Assigned task. Count every line in the data below where the word "setLineDash" appears, then state only that count.

──────── Input material ────────

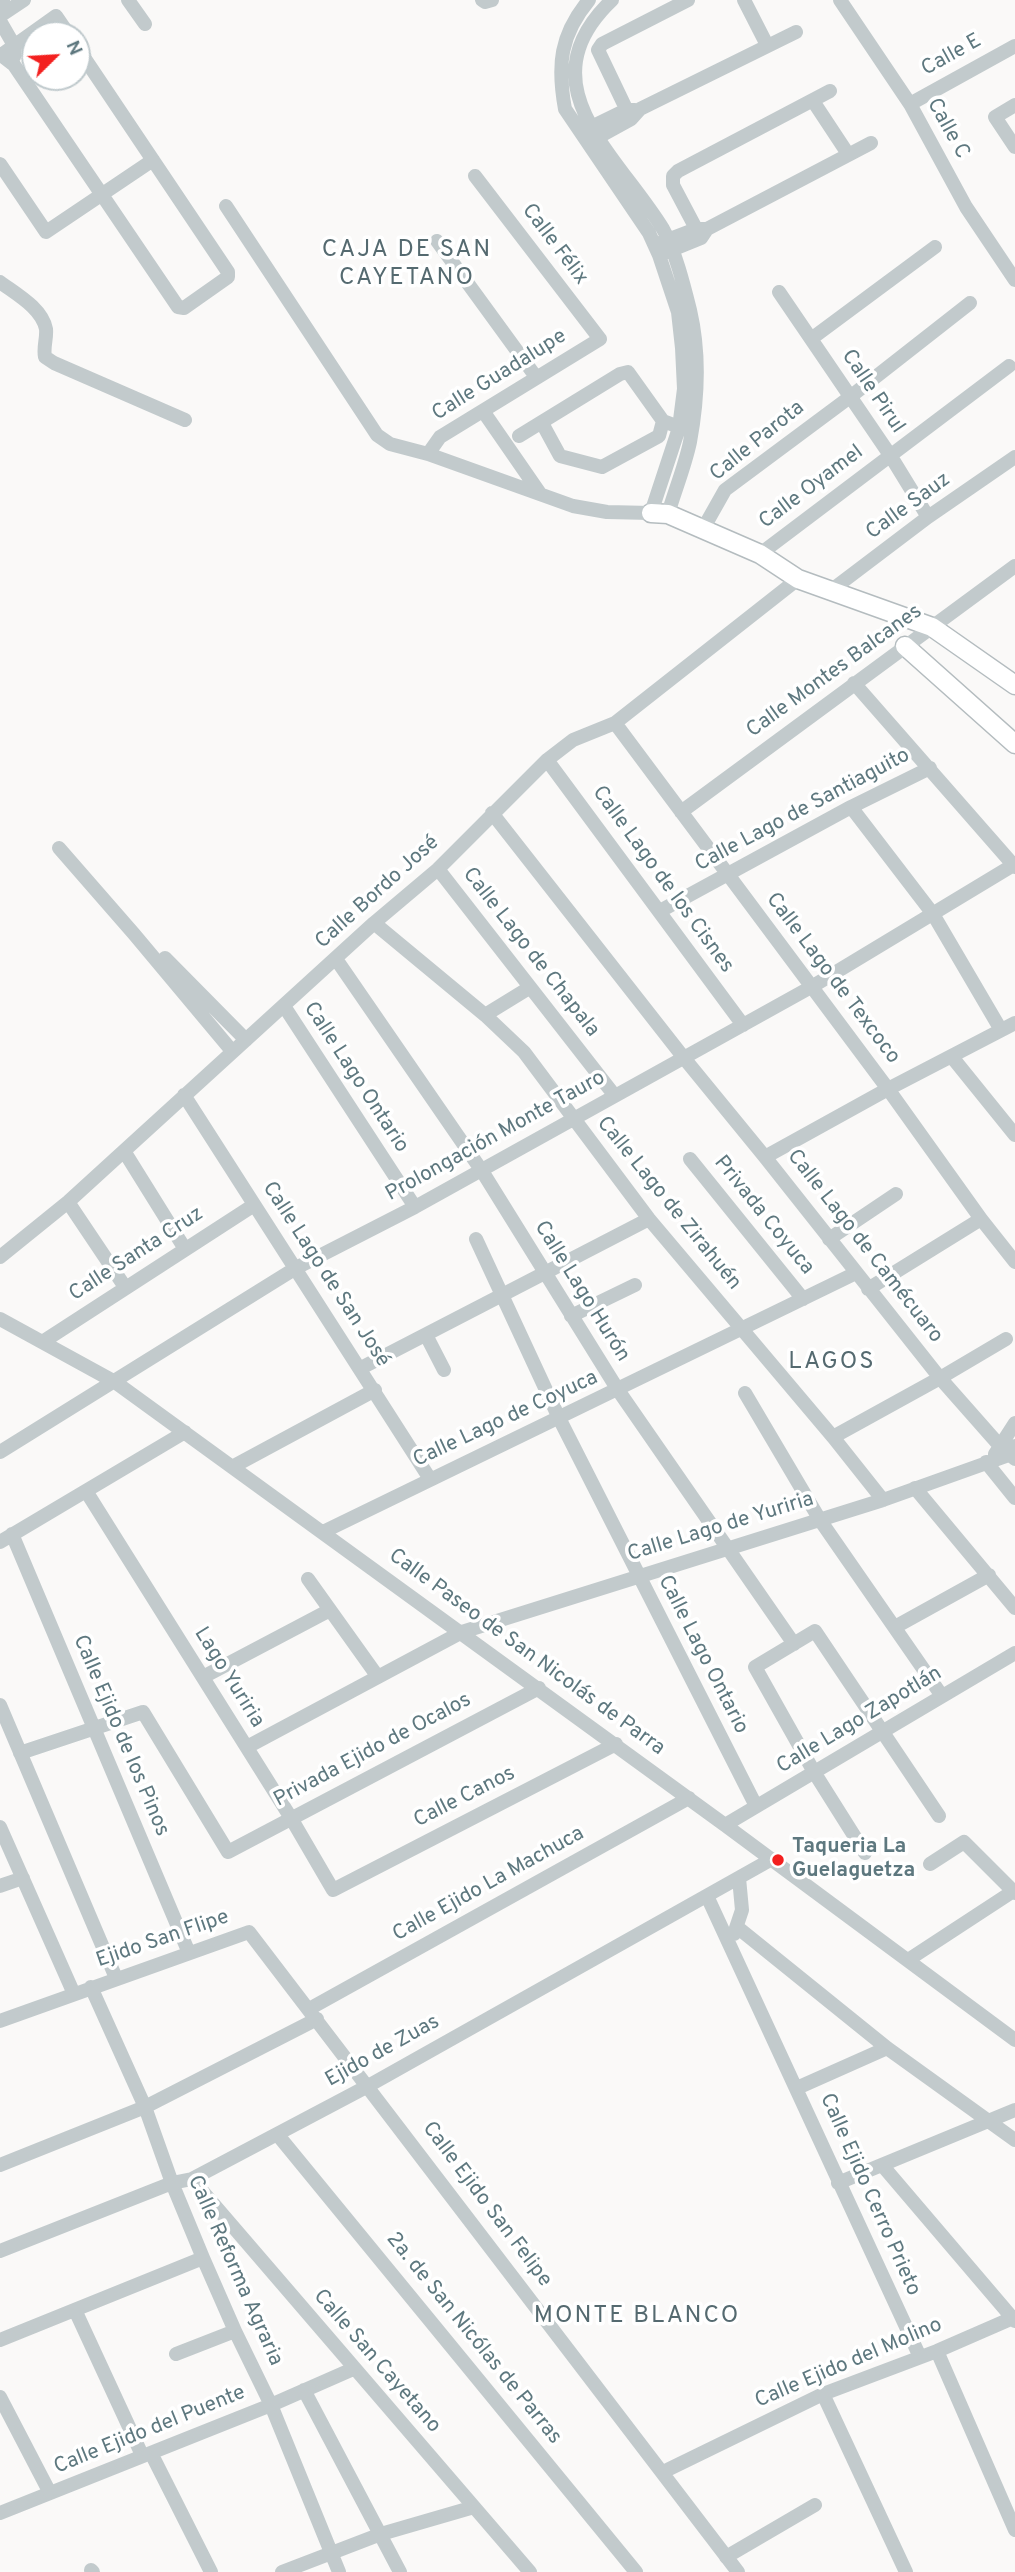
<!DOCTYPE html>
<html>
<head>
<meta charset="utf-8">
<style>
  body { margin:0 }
  #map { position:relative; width:1015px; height:2572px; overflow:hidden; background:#faf9f8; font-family:Overpass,sans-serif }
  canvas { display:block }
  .north { position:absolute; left:21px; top:21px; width:70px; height:70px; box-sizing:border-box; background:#fff; border:2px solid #bfc9cc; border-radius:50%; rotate:66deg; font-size:19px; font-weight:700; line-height:28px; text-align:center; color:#5e787f }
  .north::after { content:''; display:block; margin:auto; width:24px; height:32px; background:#f3201f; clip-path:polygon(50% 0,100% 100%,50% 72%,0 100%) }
</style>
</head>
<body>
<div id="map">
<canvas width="1015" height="2572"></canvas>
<div class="north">N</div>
</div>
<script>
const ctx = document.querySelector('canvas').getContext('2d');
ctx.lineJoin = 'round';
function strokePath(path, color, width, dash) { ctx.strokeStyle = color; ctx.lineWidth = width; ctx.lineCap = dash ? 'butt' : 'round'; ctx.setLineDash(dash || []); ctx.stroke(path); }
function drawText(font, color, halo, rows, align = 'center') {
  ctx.font = font + ' Overpass,sans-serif'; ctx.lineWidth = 7; ctx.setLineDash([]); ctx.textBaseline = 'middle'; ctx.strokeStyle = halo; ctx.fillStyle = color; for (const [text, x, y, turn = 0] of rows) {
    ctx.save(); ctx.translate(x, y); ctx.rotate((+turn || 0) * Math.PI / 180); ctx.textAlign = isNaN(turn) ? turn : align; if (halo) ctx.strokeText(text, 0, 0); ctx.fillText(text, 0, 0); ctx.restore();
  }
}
const minor = new Path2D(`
  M128 0 145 24
  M482 0 485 2 492 0
  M612 0C523 85 617 154 663 229 675 250 684 286 690 310 700 353 698 399 690 442 685 466 675 490 668 514
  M744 0 767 45
  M840 0 910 104 966 207 1015 280
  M0 2 3 0
  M0 16 24 0
  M0 21 15 47 14 57
  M0 54 14 65 178 307 184 308 228 277V272L77 47
  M1 55 56 16 69 35
  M813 101 848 154
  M910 104 1015 46
  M1015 105 995 117 1015 147
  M631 119 598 50 602 44 688 0
  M583 131 626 110H635
  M591 141 631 119 640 109 796 32
  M0 164 46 232 153 160
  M226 206 377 435 390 444 428 454 573 506 607 512 651 513 679 428 684 389 682 348 678 312 659 255 649 233 565 109C557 65 560 35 589 0
  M701 238 673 185V176L678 171 830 91
  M437 241 536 377
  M662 242 696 229H706
  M664 253 701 238 707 229 871 143
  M0 282C16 294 42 308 46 329 47 339 43 347 45 357L54 363 185 420
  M779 292 890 455 928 517
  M811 339 935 247
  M483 411 539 492
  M542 423 560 456 602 467 659 436 663 421
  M519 436 620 374 628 372 663 421 687 430
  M428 454 440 437 600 339 475 176
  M703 529 725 490 850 397 970 303
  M760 554 1009 366
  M829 592 928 517 1015 457
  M854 683 1015 867
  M615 723 888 1089 981 1219 1015 1262
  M547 760 743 1025
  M851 807 933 914 1001 1030
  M681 812 1015 566
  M492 813 684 1058 765 1157 940 1378 1000 1446 1015 1459
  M59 848 134 934 232 1051
  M438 869 615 1096
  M660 911 851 807 930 768
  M374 923 485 1015 524 1052 649 1219 833 1437 883 1500
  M165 958 246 1040
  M336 959 482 1171 618 1390 794 1644
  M284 1006 415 1207
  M485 1015 529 988
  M952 1057 1015 1135
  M184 1095 430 1479
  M124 1151 185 1249
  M765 1157 888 1089 1015 1023
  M690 1159 803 1299
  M68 1202 125 1287
  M476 1239 559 1418 756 1806
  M829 1239 896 1194
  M0 1257 68 1202 374 923 438 869 547 760 573 740 615 723 798 579
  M868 1289 981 1219
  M571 1316 635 1285
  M0 1319 115 1382 725 1825 1015 2040
  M426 1335 444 1370
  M44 1341 254 1205
  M361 1368 649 1219
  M745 1393 820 1520 942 1696
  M833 1437 940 1378 1006 1339
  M0 1452 296 1268 415 1207 813 986 1015 864
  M995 1454 1015 1423
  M986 1462 1015 1498
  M234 1466 375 1390
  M915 1488 1015 1608
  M86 1491 291 1818 333 1890 616 1744
  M325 1531 856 1273
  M12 1534 189 1953
  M0 1542 185 1432
  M308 1579 378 1677
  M895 1627 989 1575
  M203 1677 330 1610
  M0 1705 116 1978
  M247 1747 462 1632 883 1500 1009 1455 1015 1446
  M20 1753 143 1712 228 1852 539 1688
  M725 1825 1015 1653
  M0 1827 74 1994
  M865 1853 814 1772 755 1667 815 1631 939 1816
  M930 1864 964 1842 1015 1893
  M0 1886 23 1878
  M707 1896 920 2357
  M737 1927 887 2048 1015 2140
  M734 1934 742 1910 739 1878
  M908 1960 1015 1890
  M91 1987 145 2107 172 2183 203 2258 235 2331 271 2405 339 2572
  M309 2009 689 1798
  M0 2021 249 1932 738 2572
  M797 2088 887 2048
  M277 2134 636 2572
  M0 2165 145 2107 317 2019
  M882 2165 1015 2321
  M192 2179 530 2572
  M838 2183 1015 2110
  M0 2251 172 2183 192 2179 368 2086 772 1859
  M75 2310 142 2455
  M0 2340 203 2258
  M937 2351 1015 2530
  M176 2354 235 2331
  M304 2390 400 2572
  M823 2394 906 2572
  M0 2397 50 2493
  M151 2453 211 2572
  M663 2472 823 2394 937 2351 1015 2317
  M0 2513 271 2405 353 2369
  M726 2557 815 2505
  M91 2570 93 2572
  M282 2572 381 2534 474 2507`);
const major = new Path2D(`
  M651 513 668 514 760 554 798 579 932 627 1015 685
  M905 646 1015 744`);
const markers = [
  [778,1860,7,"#f3201f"]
];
const streetNames = [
  ["Calle E",952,56,-29],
  ["Calle C",947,129,61],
  ["Calle Félix",554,245,53],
  ["Calle Guadalupe",500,376,-32],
  ["Calle Pirul",872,392,56],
  ["Calle Parota",758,442,-39],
  ["Calle Oyamel",812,488,-37],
  ["Calle Sauz",909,507,-36],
  ["Calle Montes Balcanes",835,672,-36],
  ["Calle Lago de Santiaguito",803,811,-28],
  ["Calle Lago de los Cisnes",662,880,54],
  ["Calle Bordo José",378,893,-42],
  ["Calle Lago de Chapala",530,953,52],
  ["Calle Lago de Texcoco",832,979,53],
  ["Calle Lago Ontario",355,1078,57],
  ["Prolongación Monte Tauro",496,1137,-29],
  ["Calle Lago de Zirahuén",668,1204,51],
  ["Privada Coyuca",763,1216,51],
  ["Calle Lago de Camécuaro",864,1247,52],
  ["Calle Santa Cruz",137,1255,-33],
  ["Calle Lago de San José",325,1275,57],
  ["Calle Lago Hurón",581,1292,58],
  ["Calle Lago de Coyuca",506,1420,-25],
  ["Calle Lago de Yuriria",721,1528,-17],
  ["Calle Paseo de San Nicolás de Parra",526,1653,36],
  ["Calle Lago Ontario",702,1655,63],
  ["Lago Yuriria",228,1678,58],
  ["Calle Lago Zapotlán",860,1721,-31],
  ["Calle Ejido de los Pinos",120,1736,67],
  ["Privada Ejido de Ocalos",373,1751,-28],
  ["Calle Canos",465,1798,-27],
  ["Calle Ejido La Machuca",489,1885,-29],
  ["Ejido San Flipe",163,1940,-19],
  ["Ejido de Zuas",383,2052,-29],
  ["Calle Ejido Cerro Prieto",869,2195,66],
  ["Calle Ejido San Felipe",486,2205,53],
  ["Calle Reforma Agraria",234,2271,66],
  ["2a. de San Nicólas de Parras",473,2339,51],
  ["Calle San Cayetano",376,2362,49],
  ["Calle Ejido del Molino",849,2364,-23],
  ["Calle Ejido del Puente",150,2431,-22]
];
const poiNames = [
  ["Taqueria La",792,1848],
  ["Guelaguetza",792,1872]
];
const quarterNames = [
  ["CAJA DE SAN",407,251],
  ["CAYETANO",407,279],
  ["LAGOS",832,1363],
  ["MONTE BLANCO",637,2317]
];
strokePath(major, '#b4bcbf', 21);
strokePath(minor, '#c2cacc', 14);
strokePath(major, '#fff', 18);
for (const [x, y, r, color] of markers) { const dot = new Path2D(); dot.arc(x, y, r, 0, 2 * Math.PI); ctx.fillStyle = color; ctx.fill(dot); strokePath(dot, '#fff', 2.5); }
drawText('21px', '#5e787f', '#fff', streetNames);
drawText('bold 21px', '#5e787f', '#fff', poiNames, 'left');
ctx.letterSpacing = '2px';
drawText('24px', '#556a70', '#fff', quarterNames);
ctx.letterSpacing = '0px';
</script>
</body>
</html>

────────

Response below. 2